- [Data in this exercise]:
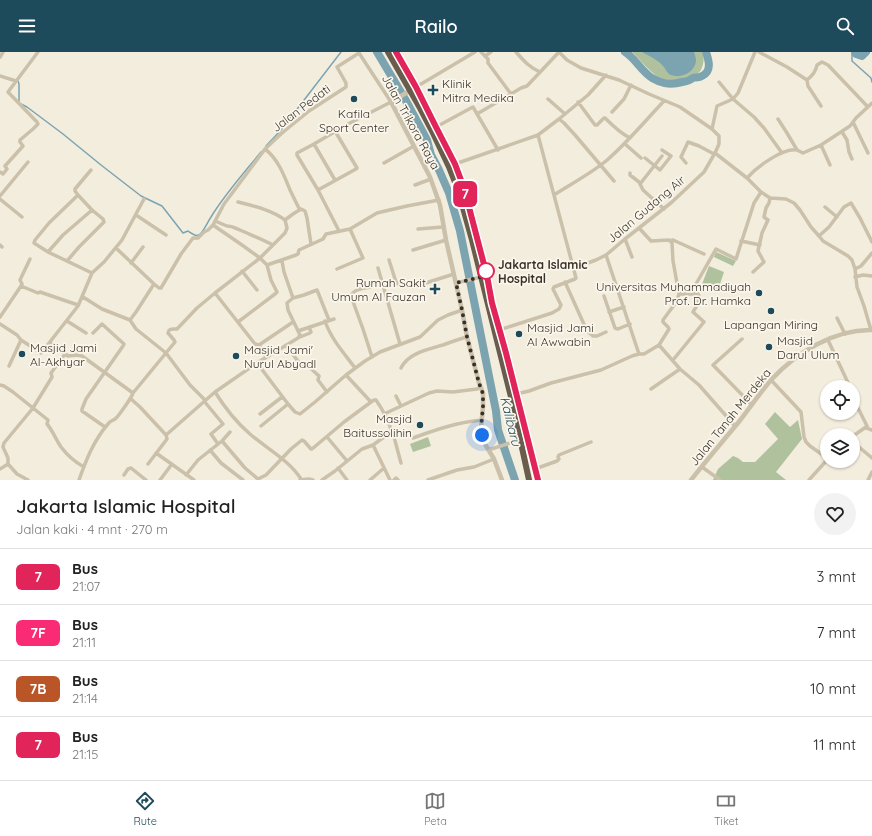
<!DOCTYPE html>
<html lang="id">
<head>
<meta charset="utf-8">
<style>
	:root { --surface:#fff; --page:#f2f2f2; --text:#222; --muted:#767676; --line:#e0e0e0; --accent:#1e4b5b }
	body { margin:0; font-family:Quicksand,sans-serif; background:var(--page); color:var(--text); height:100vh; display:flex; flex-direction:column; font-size:15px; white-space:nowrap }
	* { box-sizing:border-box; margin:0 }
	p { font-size:13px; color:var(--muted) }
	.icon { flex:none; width:22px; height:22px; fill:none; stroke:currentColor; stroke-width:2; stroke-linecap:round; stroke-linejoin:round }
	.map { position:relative; height:428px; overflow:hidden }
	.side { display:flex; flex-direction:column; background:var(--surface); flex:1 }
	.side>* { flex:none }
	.badge { padding:0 8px; border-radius:6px; font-size:14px; line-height:26px }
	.buttons { position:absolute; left:820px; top:328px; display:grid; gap:8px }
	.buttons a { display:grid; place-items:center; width:40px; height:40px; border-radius:50%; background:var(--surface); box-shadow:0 1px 3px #0004; font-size:20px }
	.you { position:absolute; width:20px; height:20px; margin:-10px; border:3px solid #fff; border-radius:50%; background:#1a73e8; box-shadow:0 0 0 6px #1a73e833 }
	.map>.badge { position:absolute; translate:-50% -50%; box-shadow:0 0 0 2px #fff }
	.round { display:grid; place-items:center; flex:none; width:42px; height:42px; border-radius:21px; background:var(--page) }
	.headline { display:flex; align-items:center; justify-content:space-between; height:68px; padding:0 16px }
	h1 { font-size:19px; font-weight:600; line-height:30px }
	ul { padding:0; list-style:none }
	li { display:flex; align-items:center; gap:12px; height:56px; padding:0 16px; border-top:1px solid var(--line) }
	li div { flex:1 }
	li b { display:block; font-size:15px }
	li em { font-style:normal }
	li .badge { min-width:44px; font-weight:700; text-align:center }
	header { display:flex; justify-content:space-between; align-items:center; height:52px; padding:0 16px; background:var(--accent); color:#fff; font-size:18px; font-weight:600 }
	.tab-bar { display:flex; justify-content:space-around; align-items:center; height:56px; border-top:1px solid var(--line); background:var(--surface); font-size:11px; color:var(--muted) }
	.tab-bar a { display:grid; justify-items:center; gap:2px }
	.tab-bar .active { color:var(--accent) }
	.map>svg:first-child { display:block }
</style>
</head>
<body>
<header><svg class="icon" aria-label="menu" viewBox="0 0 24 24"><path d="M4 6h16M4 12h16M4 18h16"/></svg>Railo<svg class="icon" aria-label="search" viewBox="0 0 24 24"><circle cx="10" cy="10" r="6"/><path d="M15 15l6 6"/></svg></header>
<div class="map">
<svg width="872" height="428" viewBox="0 0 872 428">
	<rect width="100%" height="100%" fill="#f3edde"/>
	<path fill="#afc29d" d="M632 0H702C704 4 704 8 703 12 703 13 701 18 701 18 695 28 673 30 663 27 651 23 641 8 632 0Z
		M716 200 736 209 733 214 714 205Z
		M709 214 724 220 718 238 702 232Z
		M775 360 790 375 798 368 802 387 776 420 786 428H713L718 417 733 404 738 406 743 410H755L778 387 765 372Z
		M428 385 431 394 413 400 410 392Z"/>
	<path fill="#7ca4b0" d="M642 0H694C695 3 696 6 696 9 695 20 681 27 671 23 667 22 666 17 663 14 658 8 649 4 642 0Z"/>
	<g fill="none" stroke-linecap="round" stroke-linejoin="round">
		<path stroke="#7ca4b0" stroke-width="1.5" d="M852 0V9L871 26 872 30
			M18 29 19 32V49
			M21 52 27 55 63 82 101 113 141 144 162 154 183 181 188 179C191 181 195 185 199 183 203 181 208 169 211 165 225 142 244 121 261 100
			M266 94 281 78 341 0"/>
		<path stroke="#7ca4b0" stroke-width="8" d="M377 0 405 47 427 88 431 103 439 118 449 141 460 179 496 359 498 378 515 428
			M625 0C636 7 641 19 652 26 661 31 668 33 678 31 681 30 684 30 687 29 689 29 691 27 693 26 695 25 699 26 702 24 712 19 709 9 706 0
			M855 0 856 2 862 4 866 0"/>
		<path stroke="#cbc0a9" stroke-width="3.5" d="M481 0 485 4 491 0
			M516 0C524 9 529 15 540 20
			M559 0 567 8 581 16 619 28 649 42 680 55 712 77 719 84V92L715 101 704 120 672 150 625 187 606 203 596 208 574 216
			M759 0 787 15 807 28C812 24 816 20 817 13L822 10 828 13 868 55
			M485 4 488 7V11L511 42
			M0 5 3 0
			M0 24 16 29
			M807 28 808 34 821 54
			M719 30 733 47 754 65 764 76 782 101
			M416 35 475 0
			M548 47 565 62
			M578 50 595 73H597L604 66H605C613 74 620 81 630 86
			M612 60 624 47 631 33
			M477 62 521 36 527 34 559 0
			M559 67 564 71 575 83 614 129
			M778 67 787 81 797 98
			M853 70 868 101
			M436 75 471 56 473 55 498 98
			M712 77 717 54 733 47 738 41 755 0
			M335 79 357 116 356 117 318 138 338 177
			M842 80 847 88 849 100 852 107
			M314 92 335 128
			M625 92 641 106
			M821 93 830 113
			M265 97C278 107 284 123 290 138 293 144 296 151 300 158
			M715 101 747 126 761 140 770 146 786 147 794 151 800 158 811 175 819 184 823 189 848 204 852 208 855 217 857 235 864 254 871 278
			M645 106 660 118 671 104 662 98
			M384 111 414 94
			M686 111 681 105 688 90 699 94 714 102
			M455 112 538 83 559 67 588 43 606 23
			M0 120 3 122 7 117 5 114 23 94 20 90V88L33 77 38 72 37 70 8 40 38 0
			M630 121V123L639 130 643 138 664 157
			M747 126C757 115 782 96 797 98 799 99 801 100 803 101L821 93 850 74 856 66 872 51
			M640 132 662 104
			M415 133 431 127
			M78 143 75 139V137L91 118
			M554 143C571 132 590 122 606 109 627 91 645 69 664 49
			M0 144 28 110
			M0 147 22 165
			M238 150C254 154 272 158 285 168
			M825 155 837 165
			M136 163 166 183
			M215 169 227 174C232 174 235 176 240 178 251 183 262 187 273 193
			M213 173 242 193 260 206 267 213 271 228 277 240 275 242 238 270
			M418 177 443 175
			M819 184 829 175 844 155 851 151 860 166 872 190
			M625 187 632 205
			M670 189 673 188 704 202
			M741 189 760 193
			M0 193 2 195
			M116 196 154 232 159 236H161L181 202 193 186H198L204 180 208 178 213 173 224 152 265 97 282 81 309 59 346 35V31L337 15 359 1 391 50 348 72 314 92 297 101V103L318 138
			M413 198 446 188
			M48 200 63 183 92 158
			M606 203 639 302
			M389 208 396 230 399 233H402L413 235 454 222
			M67 209 79 195 104 170 103 167 92 158 78 143 49 171 35 188 34 191 48 200 92 221
			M282 209 284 220 293 246
			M131 211 143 195
			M267 213 296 203 298 202 299 198 323 187 326 182 350 177 377 161 381 160 407 154 439 148
			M378 216 400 292
			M337 217 363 206 350 177
			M855 217 861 214 872 201
			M242 219 257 238
			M753 220 764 210 758 199 762 181 768 168 764 165 766 156 769 151 770 146
			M855 225 863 223 872 224
			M565 230 587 279 593 284H597L606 280
			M456 231 481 225
			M21 234 38 241 40 240 78 253
			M371 235C364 236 353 237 351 244L363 277 372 305
			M215 241 260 206 285 181 287 176 285 168 293 162 301 157 305 159 307 166 311 192
			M679 242H693L696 232 716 197 736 207 754 151 761 140
			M604 244 615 276 618 277 630 272
			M83 245 102 257 130 268 136 277 166 301 190 333 205 348
			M609 260 624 255
			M0 265 21 234 22 232 20 228 30 207
			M837 266 845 282
			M130 268 136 260 154 232
			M67 269 86 281
			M325 269C331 287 344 301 355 316
			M0 272 17 283 21 288 41 301 42 300 78 254 92 221 104 210 122 188 144 147
			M499 278 552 261 559 257 561 253 553 237 554 235 575 227 576 226 538 83
			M298 279 334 267
			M93 281 102 272 124 292 123 294 86 347 82 357V359L105 375
			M300 285 310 281 311 280 309 275
			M742 287 713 313 752 353
			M828 288 850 335
			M50 291 68 304 77 303 82 304 133 341C132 345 118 365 115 367 112 369 110 369 108 372 94 388 86 408 79 428
			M259 293 293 270
			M286 293 303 316 308 314 319 324 318 328 327 340
			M659 293 680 317 699 333 735 374
			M673 308 704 270 703 269 693 260 696 255 699 244 698 242H693
			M257 311 288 352 295 360 300 362 315 350 346 323 365 309 380 300 420 285 438 268 448 263 462 258
			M9 314 21 288
			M401 316C408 301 429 297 443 293 451 290 459 287 467 285
			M346 323 371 350
			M771 328 801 360 804 385 806 390 810 394 827 406
			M0 333 4 334 13 340 48 368 47 372C53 379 56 388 61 395 67 403 75 410 84 415
			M651 337 680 317
			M215 340C225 356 236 370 250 382 267 397 289 408 301 427
			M133 341 175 290 174 288 168 281C169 276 172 277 177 277L197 256 215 241 255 292 259 293 266 305
			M516 342 529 339 551 331 601 318 632 304 639 302H644L659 293 669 277 668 275 663 270V268L677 249 679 242 673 209 672 191 669 188 651 189 639 176
			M396 344 401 354
			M131 347 140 355 166 383 167 387 148 412
			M204 349 223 372 211 382 218 392
			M853 358 858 356 867 374 866 375 853 384
			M260 362 282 345
			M384 362 429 341 437 339 453 340 477 337 480 335
			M261 374 288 352
			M866 375 869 377 872 378
			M391 381 394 385 401 411
			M166 383 215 340 257 311 298 286 300 283 288 258 287 251 293 246 304 243 317 238 329 268
			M327 385 347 409
			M413 386C435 378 458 370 482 368
			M222 389 245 416 258 427 266 423 291 397 302 388 304 389 311 397H312L344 370 371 350 374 348H376C381 355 392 374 391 381L384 385 373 393 362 397 335 419 322 428
			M853 390 872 406
			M373 393 390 428
			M210 398 221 411 243 428
			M488 398 520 388
			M156 401 194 428
			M702 415 720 428
			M338 416 347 428
			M0 417 8 412
			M535 417 557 409 559 407 558 405 559 403 591 390
			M124 423 128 417 131 416 146 428
			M186 423 198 408 222 389 230 380
			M28 428 17 422 8 412V406L3 395 4 391 33 356 52 325 51 321 65 302
			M160 428 172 412
			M300 428 309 427 313 428
			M370 428 384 416
			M394 428 396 426 398 428
			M428 428 457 418 474 415 494 407
			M809 428 827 408
			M868 428 872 420"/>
		<path stroke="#cbc0a9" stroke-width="4.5" d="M416 35 391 50 430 125 440 153 446 188 462 258 467 285 479 331 483 341V355L481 375 482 383 485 392 494 407 502 428
			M691 428C706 409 722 390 738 371 749 357 759 342 771 328 796 301 834 277 872 278"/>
		<path stroke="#6a5c4d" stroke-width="6" d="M388 0 420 56 432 79 449 115 458 138 472 188 511 345 529 428
			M396 0 416 35 436 75 455 112 463 136 487 224 492 251 520 355 538 428"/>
	</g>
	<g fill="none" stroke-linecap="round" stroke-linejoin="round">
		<defs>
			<path id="line" d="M396 0 416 35 436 75 455 112 464 136 487 224 492 251 506 301 538 428"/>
		</defs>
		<use href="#line" stroke="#fff" stroke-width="9"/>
		<use href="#line" stroke="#e1245a" stroke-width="6"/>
		<path stroke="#393129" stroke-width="4" stroke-dasharray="0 7.2" d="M482 383 481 375 483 355V342L479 331 467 285 462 258 456 231 481 225 486 219"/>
	</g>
	<g fill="#1e4b5b" stroke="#faf6eb" stroke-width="1.5">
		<path d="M431 32h4v4h4v4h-4v4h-4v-4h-4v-4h4z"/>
		<circle cx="354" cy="47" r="4"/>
		<path d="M433 231h4v4h4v4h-4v4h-4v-4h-4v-4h4z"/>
		<circle cx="759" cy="241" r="4"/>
		<circle cx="771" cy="259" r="4"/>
		<circle cx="519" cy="282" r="4"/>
		<circle cx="769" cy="295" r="4"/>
		<circle cx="22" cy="302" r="4"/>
		<circle cx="236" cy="304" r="4"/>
		<circle cx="420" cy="373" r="4"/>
	</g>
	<circle fill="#fff" stroke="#e1245a" stroke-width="2" cx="486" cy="219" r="8"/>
	<g text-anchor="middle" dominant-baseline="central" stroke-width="3.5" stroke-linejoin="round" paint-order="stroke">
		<g font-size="12" fill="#393129" stroke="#faf6eb" text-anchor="start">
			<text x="442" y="31">Klinik<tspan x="442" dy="14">Mitra Medika</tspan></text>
			<text x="354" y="61" text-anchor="middle">Kafila<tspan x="354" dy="14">Sport Center</tspan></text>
			<text x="426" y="230" text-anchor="end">Rumah Sakit<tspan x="426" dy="14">Umum Al Fauzan</tspan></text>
			<text x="751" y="234" text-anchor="end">Universitas Muhammadiyah<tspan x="751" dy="14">Prof. Dr. Hamka</tspan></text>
			<text x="771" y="272" text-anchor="middle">Lapangan Miring</text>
			<text x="527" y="275">Masjid Jami<tspan x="527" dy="14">Al Awwabin</tspan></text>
			<text x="777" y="288">Masjid<tspan x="777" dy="14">Darul Ulum</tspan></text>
			<text x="30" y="295">Masjid Jami<tspan x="30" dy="14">Al-Akhyar</tspan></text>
			<text x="244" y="297">Masjid Jami'<tspan x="244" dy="14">Nurul Abyadl</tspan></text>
			<text x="412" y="366" text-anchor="end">Masjid<tspan x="412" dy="14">Baitussolihin</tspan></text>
		</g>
		<g font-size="12" fill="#393129" stroke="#faf6eb">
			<text transform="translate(301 56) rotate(-37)">Jalan Pedati</text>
			<text transform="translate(411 70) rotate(61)">Jalan Trikora Raya</text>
			<text transform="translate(646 157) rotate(-40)">Jalan Gudang Air</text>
			<text transform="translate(730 365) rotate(-51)">Jalan Tanah Merdeka</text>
		</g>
		<g font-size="12" font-weight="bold" fill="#393129" stroke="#faf6eb" text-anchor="start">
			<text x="498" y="212">Jakarta Islamic<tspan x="498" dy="14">Hospital</tspan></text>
		</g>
		<g font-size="13" font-style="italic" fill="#1e4b5b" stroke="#faf6eb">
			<text transform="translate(511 369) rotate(76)">Kalibaru</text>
		</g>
	</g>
</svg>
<div class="buttons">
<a><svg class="icon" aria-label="locate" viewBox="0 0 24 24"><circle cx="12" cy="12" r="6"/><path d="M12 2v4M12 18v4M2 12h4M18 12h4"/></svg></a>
<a><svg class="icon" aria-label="layers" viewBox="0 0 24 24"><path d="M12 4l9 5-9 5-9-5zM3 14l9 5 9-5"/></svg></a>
</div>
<div class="you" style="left:482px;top:383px"></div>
<b class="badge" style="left:465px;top:142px;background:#e1245a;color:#fff">7</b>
</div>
<section class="side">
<div class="headline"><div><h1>Jakarta Islamic Hospital</h1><p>Jalan kaki · 4 mnt · 270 m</p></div><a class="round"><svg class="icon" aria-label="heart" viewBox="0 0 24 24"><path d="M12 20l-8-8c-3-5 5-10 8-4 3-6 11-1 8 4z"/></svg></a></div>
<ul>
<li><span class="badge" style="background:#e1245a;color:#fff">7</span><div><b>Bus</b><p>21:07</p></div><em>3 mnt</em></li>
<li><span class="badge" style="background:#fa2b75;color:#fff">7F</span><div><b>Bus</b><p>21:11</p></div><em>7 mnt</em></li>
<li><span class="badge" style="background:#ba5527;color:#fff">7B</span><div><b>Bus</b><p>21:14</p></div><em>10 mnt</em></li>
<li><span class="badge" style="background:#e1245a;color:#fff">7</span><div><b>Bus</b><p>21:15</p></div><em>11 mnt</em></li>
</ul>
</section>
<nav class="tab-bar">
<a class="active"><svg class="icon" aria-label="directions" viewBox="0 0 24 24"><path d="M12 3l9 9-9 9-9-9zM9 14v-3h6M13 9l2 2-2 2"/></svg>Rute</a>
<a><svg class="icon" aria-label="map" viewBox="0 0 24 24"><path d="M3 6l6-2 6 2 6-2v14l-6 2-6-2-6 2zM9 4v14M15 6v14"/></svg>Peta</a>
<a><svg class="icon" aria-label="tickets" viewBox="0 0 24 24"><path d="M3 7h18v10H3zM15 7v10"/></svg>Tiket</a>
</nav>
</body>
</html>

- [Task prompt]: Using the entries above, repeat only the lines from the one containing "M21 52 27 55" through the one containing "M455 112 538 83 559 67 588 43 606 23", end lines included.

- [Response box]:
			M21 52 27 55 63 82 101 113 141 144 162 154 183 181 188 179C191 181 195 185 199 183 203 181 208 169 211 165 225 142 244 121 261 100
			M266 94 281 78 341 0"/>
		<path stroke="#7ca4b0" stroke-width="8" d="M377 0 405 47 427 88 431 103 439 118 449 141 460 179 496 359 498 378 515 428
			M625 0C636 7 641 19 652 26 661 31 668 33 678 31 681 30 684 30 687 29 689 29 691 27 693 26 695 25 699 26 702 24 712 19 709 9 706 0
			M855 0 856 2 862 4 866 0"/>
		<path stroke="#cbc0a9" stroke-width="3.5" d="M481 0 485 4 491 0
			M516 0C524 9 529 15 540 20
			M559 0 567 8 581 16 619 28 649 42 680 55 712 77 719 84V92L715 101 704 120 672 150 625 187 606 203 596 208 574 216
			M759 0 787 15 807 28C812 24 816 20 817 13L822 10 828 13 868 55
			M485 4 488 7V11L511 42
			M0 5 3 0
			M0 24 16 29
			M807 28 808 34 821 54
			M719 30 733 47 754 65 764 76 782 101
			M416 35 475 0
			M548 47 565 62
			M578 50 595 73H597L604 66H605C613 74 620 81 630 86
			M612 60 624 47 631 33
			M477 62 521 36 527 34 559 0
			M559 67 564 71 575 83 614 129
			M778 67 787 81 797 98
			M853 70 868 101
			M436 75 471 56 473 55 498 98
			M712 77 717 54 733 47 738 41 755 0
			M335 79 357 116 356 117 318 138 338 177
			M842 80 847 88 849 100 852 107
			M314 92 335 128
			M625 92 641 106
			M821 93 830 113
			M265 97C278 107 284 123 290 138 293 144 296 151 300 158
			M715 101 747 126 761 140 770 146 786 147 794 151 800 158 811 175 819 184 823 189 848 204 852 208 855 217 857 235 864 254 871 278
			M645 106 660 118 671 104 662 98
			M384 111 414 94
			M686 111 681 105 688 90 699 94 714 102
			M455 112 538 83 559 67 588 43 606 23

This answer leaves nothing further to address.